» **Activity**
Using the records that appear below, write out exactly the lines from the one with "Instruction: Parse the" through the one with "Serialize what can be read in the image", keeping both end lines.

(Data entries)
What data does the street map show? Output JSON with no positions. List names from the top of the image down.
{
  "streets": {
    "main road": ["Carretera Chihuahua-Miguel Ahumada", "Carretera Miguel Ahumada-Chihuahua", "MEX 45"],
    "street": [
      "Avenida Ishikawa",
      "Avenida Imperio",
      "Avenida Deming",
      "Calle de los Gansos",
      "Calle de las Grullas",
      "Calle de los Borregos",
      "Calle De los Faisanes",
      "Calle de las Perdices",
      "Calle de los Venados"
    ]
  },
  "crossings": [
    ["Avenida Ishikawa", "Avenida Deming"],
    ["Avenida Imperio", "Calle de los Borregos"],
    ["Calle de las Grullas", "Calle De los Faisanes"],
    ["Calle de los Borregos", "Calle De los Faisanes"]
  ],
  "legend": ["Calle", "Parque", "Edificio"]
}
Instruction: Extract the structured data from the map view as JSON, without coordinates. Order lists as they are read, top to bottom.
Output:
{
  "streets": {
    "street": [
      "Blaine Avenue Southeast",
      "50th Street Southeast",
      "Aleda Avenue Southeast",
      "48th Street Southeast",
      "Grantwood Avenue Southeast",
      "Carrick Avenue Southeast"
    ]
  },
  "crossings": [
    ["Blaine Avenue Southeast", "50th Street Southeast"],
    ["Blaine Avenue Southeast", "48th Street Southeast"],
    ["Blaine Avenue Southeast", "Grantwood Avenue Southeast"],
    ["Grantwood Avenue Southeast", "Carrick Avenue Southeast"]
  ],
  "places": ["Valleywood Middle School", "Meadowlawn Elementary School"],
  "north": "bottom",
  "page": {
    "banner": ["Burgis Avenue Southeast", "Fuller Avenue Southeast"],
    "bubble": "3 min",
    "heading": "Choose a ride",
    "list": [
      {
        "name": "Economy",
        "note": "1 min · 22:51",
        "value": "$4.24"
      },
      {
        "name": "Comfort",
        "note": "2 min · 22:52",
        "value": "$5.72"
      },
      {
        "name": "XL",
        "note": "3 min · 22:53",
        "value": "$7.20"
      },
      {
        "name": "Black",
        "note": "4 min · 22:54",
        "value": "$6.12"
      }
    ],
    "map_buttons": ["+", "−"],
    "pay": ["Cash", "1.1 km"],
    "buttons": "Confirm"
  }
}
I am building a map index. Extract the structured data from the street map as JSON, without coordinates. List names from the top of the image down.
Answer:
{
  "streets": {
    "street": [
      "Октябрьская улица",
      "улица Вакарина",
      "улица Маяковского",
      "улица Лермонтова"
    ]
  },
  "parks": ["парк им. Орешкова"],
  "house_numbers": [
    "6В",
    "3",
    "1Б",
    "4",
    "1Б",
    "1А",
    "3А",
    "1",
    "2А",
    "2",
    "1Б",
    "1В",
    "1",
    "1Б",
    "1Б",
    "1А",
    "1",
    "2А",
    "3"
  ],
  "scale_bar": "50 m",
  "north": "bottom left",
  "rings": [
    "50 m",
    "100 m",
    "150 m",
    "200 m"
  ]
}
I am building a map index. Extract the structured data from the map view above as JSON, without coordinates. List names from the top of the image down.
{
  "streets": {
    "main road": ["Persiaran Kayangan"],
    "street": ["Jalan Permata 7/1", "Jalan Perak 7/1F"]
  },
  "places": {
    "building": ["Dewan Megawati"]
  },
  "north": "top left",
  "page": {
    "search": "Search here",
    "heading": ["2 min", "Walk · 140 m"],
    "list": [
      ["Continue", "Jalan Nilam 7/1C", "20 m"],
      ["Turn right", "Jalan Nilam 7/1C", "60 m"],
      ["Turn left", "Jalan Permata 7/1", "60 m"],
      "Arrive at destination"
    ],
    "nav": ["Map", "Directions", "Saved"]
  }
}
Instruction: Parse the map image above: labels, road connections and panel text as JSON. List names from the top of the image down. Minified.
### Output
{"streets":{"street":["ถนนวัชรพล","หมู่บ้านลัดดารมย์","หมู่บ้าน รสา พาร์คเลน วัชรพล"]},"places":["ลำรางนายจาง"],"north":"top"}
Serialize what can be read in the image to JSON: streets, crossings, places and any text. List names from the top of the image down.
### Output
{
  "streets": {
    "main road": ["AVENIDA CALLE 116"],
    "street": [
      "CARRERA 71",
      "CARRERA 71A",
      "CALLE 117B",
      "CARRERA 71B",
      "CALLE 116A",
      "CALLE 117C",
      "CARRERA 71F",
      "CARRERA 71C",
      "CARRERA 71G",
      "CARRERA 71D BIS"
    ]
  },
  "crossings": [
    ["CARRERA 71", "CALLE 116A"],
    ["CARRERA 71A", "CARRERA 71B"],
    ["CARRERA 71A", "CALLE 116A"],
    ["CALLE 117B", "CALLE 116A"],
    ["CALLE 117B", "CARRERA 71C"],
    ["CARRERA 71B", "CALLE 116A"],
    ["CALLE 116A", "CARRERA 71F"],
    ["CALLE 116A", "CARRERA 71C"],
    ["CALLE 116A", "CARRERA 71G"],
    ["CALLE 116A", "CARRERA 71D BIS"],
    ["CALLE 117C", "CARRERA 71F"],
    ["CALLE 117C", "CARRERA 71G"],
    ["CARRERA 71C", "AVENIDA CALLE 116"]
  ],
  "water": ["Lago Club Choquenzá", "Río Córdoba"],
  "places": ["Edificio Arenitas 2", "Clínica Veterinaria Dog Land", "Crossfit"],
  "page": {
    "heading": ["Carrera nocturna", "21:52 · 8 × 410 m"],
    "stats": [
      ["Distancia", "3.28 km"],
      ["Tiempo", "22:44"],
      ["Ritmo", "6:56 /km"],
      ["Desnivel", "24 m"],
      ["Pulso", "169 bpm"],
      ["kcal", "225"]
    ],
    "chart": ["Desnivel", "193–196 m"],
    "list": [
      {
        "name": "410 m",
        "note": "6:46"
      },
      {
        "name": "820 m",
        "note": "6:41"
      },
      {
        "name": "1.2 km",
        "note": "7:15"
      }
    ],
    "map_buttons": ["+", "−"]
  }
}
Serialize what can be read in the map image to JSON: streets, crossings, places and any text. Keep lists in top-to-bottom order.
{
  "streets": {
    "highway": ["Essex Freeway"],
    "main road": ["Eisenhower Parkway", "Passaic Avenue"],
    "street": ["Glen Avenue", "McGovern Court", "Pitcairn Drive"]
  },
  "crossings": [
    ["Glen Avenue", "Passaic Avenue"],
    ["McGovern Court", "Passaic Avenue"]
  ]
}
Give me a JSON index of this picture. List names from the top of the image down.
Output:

» **Result of this task**
Instruction: Parse the map image above: labels, road connections and panel text as JSON. List names from the top of the image down. Minified.
### Output
{"streets":{"street":["ถนนวัชรพล","หมู่บ้านลัดดารมย์","หมู่บ้าน รสา พาร์คเลน วัชรพล"]},"places":["ลำรางนายจาง"],"north":"top"}
Serialize what can be read in the image to JSON: streets, crossings, places and any text. List names from the top of the image down.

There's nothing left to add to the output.